А  Б  В  Г  Д  Е  Ж  З  И  Й  К  Л  М  Н  О  П  Р  С  Т  У  Ф  Х  Ц  Ч  Ш  Щ  Э  Ю  Я  A-Z

 

Так что не интронизация Гаврилову требуется, а предметное возмещение его тысячелетних несбывшихся чаяний, хотя уже и вряд ли найдется в мире сомнительная возможность полностью возместить упущенное. Меж тем, я тоже хотел бы принять личное участие в руководстве прогрессом, писать симфонии, лечить рак, добывать умственный огонь людям... Дело, очевидно, в моей ущербной конструкции. Вы мне скажете в ответ, что сгорать надо, так ведь и я не прочь, пускай ворон клюет у меня печенку, когда заблагорассудится, но он мою не хочет, брезгует, тварь помоечная, ему Прометееву подавай. Однако я в претензии не к Советской власти или к начальству и к ближнему, а лишь на совсем иной, коренной источник моих бедствий. Нет, не юродивый и не припадочный я, а просто вопиющий в пустыне, истец к истории, у которого отняли никогда мне и не принадлежавшее. И пока покровительство закона на моей стороне, я вправе провернуть грешные делишки в укор тому, кому обязан своим ничтожеством.
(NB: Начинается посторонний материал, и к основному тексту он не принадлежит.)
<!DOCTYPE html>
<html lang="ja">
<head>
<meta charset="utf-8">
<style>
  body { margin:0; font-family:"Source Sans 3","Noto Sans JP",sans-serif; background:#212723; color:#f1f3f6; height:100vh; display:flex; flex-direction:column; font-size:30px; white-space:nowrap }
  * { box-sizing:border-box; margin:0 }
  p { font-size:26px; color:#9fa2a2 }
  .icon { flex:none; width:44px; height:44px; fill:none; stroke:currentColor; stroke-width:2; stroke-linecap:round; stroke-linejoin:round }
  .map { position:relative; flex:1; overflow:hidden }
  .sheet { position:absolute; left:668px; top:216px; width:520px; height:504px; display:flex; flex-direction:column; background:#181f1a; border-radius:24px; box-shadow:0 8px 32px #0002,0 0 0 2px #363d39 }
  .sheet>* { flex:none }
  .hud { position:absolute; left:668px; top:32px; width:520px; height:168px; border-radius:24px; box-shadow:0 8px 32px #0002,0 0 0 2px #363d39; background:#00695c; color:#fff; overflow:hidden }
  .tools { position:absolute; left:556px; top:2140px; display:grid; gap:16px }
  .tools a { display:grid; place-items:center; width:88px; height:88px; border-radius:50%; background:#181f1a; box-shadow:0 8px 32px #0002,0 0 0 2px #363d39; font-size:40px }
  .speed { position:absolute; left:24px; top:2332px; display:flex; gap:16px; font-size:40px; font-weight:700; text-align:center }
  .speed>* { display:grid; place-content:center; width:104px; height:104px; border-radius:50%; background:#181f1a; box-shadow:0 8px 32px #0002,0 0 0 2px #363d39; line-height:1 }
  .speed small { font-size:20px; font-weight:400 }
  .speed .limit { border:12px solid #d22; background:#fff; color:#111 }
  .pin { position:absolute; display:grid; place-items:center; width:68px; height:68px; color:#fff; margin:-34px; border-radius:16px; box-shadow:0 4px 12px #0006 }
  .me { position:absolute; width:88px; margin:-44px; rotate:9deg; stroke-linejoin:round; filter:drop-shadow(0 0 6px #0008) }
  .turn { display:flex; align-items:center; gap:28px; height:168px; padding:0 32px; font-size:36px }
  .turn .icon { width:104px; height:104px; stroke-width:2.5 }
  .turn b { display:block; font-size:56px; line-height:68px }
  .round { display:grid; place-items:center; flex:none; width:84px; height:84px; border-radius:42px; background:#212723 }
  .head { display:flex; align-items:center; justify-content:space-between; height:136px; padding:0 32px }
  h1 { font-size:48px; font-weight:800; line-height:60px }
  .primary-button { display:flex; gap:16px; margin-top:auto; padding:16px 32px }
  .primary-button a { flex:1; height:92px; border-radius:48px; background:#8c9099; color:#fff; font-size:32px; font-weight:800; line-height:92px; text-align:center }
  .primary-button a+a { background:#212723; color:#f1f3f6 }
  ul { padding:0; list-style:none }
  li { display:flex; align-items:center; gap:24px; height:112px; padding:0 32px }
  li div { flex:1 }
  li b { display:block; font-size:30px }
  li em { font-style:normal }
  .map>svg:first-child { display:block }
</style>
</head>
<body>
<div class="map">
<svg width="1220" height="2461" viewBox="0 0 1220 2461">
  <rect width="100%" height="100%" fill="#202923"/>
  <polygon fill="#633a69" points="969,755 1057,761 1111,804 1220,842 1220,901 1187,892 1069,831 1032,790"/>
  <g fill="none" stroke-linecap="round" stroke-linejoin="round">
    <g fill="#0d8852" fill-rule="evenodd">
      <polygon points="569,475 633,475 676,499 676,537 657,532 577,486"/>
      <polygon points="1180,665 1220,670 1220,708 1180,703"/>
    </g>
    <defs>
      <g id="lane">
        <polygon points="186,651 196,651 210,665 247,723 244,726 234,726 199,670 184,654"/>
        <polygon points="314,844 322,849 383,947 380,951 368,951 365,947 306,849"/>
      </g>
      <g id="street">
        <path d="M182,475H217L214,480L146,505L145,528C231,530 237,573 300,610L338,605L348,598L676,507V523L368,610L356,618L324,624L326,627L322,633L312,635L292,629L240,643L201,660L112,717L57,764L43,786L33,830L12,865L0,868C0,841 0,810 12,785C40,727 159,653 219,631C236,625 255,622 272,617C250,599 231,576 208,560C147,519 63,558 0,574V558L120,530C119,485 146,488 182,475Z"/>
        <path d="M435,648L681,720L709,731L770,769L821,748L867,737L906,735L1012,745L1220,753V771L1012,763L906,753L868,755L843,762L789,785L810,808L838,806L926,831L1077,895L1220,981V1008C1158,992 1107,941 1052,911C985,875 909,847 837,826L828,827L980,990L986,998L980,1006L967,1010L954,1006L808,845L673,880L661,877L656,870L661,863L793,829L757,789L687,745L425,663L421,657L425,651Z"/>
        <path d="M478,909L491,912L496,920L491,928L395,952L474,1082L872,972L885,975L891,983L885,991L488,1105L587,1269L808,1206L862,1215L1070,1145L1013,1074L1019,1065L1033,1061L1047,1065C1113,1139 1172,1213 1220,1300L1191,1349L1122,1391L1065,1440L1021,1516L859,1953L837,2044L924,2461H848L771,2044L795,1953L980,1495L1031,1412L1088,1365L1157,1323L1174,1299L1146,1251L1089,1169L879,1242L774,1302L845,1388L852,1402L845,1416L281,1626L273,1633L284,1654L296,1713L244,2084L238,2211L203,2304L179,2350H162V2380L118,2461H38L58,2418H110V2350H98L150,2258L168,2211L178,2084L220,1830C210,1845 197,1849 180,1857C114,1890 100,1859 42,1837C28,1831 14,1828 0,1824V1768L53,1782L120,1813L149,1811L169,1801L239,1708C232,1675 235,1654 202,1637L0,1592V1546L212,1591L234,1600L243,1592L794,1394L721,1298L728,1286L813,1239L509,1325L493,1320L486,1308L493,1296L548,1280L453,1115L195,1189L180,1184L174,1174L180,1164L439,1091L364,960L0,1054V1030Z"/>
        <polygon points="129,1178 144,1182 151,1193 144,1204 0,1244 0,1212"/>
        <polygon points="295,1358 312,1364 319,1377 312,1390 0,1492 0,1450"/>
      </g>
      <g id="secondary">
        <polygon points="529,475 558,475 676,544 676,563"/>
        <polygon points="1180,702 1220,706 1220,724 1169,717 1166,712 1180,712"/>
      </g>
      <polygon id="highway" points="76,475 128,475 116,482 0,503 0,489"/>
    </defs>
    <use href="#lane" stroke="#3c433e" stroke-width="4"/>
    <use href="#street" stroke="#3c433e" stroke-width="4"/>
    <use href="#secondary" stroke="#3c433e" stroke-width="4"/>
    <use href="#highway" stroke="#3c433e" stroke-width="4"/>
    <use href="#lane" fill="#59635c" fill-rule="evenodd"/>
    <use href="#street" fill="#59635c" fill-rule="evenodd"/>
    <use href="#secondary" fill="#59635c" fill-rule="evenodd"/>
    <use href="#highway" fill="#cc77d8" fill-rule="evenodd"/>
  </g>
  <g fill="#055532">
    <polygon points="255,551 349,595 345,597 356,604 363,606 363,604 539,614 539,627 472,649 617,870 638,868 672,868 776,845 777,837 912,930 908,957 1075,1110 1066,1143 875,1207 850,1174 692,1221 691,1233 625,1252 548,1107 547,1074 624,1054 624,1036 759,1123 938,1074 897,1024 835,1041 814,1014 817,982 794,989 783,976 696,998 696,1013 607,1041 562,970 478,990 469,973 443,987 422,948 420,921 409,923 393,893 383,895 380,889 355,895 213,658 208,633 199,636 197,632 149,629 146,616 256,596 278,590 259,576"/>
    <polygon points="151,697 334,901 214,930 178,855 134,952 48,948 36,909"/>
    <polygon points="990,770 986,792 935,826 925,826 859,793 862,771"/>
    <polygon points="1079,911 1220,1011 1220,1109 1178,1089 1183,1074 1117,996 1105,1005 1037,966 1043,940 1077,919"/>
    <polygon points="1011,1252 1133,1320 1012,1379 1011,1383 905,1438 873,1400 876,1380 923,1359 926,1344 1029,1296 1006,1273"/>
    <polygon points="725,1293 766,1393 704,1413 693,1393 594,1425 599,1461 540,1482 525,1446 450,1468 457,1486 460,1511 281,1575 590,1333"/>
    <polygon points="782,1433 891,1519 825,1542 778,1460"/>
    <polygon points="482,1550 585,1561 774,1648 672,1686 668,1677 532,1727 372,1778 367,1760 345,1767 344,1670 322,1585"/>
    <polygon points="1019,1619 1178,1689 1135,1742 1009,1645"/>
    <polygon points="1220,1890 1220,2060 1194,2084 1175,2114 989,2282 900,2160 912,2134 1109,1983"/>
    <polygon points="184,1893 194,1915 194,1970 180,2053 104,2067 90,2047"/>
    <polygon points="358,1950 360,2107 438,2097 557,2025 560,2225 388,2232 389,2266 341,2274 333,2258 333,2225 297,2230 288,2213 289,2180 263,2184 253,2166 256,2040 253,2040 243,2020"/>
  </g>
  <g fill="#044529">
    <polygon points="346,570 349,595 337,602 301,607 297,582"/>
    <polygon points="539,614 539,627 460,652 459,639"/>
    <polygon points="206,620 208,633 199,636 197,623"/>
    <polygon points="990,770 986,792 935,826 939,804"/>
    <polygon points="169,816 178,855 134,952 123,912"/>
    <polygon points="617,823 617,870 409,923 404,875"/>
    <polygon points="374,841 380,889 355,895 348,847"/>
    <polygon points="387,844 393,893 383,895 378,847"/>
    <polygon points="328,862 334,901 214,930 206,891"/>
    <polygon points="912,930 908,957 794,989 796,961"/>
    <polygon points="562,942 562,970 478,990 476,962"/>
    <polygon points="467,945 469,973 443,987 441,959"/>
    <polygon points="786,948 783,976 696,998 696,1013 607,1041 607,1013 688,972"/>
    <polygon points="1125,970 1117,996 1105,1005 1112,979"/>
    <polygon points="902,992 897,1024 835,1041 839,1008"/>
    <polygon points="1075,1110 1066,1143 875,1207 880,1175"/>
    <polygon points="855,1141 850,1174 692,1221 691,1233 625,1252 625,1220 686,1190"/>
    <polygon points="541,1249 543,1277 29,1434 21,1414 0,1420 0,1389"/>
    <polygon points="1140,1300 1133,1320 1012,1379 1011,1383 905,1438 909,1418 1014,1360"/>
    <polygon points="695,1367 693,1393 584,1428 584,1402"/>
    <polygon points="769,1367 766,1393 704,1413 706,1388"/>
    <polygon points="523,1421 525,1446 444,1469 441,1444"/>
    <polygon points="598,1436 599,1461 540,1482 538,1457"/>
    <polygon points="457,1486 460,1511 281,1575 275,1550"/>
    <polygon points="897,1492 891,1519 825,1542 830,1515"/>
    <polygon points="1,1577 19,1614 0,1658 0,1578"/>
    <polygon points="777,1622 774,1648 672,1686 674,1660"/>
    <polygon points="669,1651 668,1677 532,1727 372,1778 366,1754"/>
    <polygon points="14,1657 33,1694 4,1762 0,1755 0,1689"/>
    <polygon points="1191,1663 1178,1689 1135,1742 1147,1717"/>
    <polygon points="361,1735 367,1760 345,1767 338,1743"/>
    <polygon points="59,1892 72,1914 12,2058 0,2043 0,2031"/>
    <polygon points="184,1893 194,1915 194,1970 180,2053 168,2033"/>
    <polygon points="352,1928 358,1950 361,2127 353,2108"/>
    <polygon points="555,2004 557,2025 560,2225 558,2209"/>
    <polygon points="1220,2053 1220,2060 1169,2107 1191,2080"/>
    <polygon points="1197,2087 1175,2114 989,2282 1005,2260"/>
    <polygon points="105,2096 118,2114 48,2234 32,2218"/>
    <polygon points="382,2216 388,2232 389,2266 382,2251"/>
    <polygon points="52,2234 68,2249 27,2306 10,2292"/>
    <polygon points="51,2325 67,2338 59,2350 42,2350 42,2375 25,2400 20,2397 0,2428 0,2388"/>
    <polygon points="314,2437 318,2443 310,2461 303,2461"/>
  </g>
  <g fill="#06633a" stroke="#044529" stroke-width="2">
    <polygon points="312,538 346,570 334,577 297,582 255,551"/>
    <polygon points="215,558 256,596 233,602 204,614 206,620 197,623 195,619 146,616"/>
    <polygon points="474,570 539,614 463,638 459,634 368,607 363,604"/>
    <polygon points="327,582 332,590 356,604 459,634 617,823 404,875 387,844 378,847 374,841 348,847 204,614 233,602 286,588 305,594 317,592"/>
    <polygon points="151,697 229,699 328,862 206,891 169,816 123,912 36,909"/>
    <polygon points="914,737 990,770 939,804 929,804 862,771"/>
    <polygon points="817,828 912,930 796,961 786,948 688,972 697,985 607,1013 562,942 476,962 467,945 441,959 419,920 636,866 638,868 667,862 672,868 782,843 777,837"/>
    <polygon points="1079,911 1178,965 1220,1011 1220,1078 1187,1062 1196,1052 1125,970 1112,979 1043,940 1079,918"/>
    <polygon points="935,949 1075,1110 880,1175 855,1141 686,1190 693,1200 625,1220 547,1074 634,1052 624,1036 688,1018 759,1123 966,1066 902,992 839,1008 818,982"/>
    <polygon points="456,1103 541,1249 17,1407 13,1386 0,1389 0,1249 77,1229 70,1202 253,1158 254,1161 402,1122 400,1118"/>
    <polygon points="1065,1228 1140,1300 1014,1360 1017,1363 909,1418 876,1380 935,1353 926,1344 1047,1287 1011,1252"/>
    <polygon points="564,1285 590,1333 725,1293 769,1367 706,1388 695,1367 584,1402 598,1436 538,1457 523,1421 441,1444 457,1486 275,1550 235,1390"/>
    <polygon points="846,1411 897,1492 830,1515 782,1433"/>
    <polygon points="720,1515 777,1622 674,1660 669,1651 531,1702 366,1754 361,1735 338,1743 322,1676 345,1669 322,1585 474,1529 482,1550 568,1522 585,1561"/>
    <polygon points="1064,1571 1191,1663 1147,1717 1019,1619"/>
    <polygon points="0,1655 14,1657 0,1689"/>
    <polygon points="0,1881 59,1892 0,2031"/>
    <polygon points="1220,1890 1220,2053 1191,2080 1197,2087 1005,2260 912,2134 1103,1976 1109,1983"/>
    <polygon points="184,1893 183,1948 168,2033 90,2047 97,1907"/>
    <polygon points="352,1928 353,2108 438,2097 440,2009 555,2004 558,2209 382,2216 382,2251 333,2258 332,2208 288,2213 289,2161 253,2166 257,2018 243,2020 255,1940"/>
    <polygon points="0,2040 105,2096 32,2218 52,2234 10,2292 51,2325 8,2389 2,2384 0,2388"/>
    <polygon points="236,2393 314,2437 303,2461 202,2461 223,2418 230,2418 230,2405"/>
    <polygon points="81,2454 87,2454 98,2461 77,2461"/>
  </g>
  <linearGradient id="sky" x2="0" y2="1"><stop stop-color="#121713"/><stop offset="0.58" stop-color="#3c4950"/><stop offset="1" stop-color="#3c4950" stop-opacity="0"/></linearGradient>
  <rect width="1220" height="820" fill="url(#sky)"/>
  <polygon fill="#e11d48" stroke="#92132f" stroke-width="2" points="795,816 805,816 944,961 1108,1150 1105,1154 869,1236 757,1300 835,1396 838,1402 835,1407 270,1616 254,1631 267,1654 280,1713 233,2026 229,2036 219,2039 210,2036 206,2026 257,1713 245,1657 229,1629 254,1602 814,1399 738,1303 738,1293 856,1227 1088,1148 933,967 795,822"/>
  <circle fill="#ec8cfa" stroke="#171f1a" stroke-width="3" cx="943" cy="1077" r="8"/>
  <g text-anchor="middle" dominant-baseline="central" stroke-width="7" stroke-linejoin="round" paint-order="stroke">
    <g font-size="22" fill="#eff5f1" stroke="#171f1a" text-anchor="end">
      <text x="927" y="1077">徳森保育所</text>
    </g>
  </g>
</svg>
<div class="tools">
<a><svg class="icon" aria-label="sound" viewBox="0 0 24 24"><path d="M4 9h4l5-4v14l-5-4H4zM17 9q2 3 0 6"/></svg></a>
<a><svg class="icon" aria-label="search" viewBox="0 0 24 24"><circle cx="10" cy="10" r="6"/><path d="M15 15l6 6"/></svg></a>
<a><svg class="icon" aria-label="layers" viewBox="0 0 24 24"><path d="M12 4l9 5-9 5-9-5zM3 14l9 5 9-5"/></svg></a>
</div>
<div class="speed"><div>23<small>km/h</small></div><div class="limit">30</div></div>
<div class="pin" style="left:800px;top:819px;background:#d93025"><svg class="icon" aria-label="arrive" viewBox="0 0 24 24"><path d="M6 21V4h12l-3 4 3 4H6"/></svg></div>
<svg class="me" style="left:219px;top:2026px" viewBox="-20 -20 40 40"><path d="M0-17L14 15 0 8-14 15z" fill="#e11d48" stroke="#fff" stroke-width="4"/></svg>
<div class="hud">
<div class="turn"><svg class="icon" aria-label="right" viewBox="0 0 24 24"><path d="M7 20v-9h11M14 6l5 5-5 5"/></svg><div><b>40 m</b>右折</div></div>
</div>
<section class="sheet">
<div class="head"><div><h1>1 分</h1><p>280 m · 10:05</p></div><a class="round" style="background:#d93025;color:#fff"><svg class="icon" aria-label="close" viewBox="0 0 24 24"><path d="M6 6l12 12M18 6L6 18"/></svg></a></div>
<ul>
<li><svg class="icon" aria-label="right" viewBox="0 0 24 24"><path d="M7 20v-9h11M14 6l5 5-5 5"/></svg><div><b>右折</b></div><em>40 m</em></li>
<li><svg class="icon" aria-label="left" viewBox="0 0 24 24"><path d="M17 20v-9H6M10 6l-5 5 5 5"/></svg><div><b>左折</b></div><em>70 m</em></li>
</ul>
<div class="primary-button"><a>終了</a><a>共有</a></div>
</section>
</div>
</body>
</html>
Видимо, в качестве канонического представителя той самой евангельской духовной нищеты неудачник Гаврилов из осторожности безлично замахивался лишь на судьбу, до такой степени обделившую его благами дарований и ума, что ярость становилась источником вдохновения. По существу же, во избежание опасного кощунства в доме священника, жаловался даже не на халатность небесной канцелярии, а кому-то на кого-то повыше. И может быть, именно это обстоятельство надоумило его избрать мишенью Лоскутова как доверенное лицо Всевышнего на земле.
– В вашем присутствии вопрошаю у небес – является ли Гаврилов действительно венцом творения или в качестве второстепенной детали общественного организма – пятки – ему до конца дней положено пребывать в кромешных потемках сапога?.. но, как видите, нет мне ответа.
Напуганный его скороговоркой, о.Матвей все же нашел в себе мужество указать чиновнику основной пункт его заблуждений – не слишком тактично в замешательстве.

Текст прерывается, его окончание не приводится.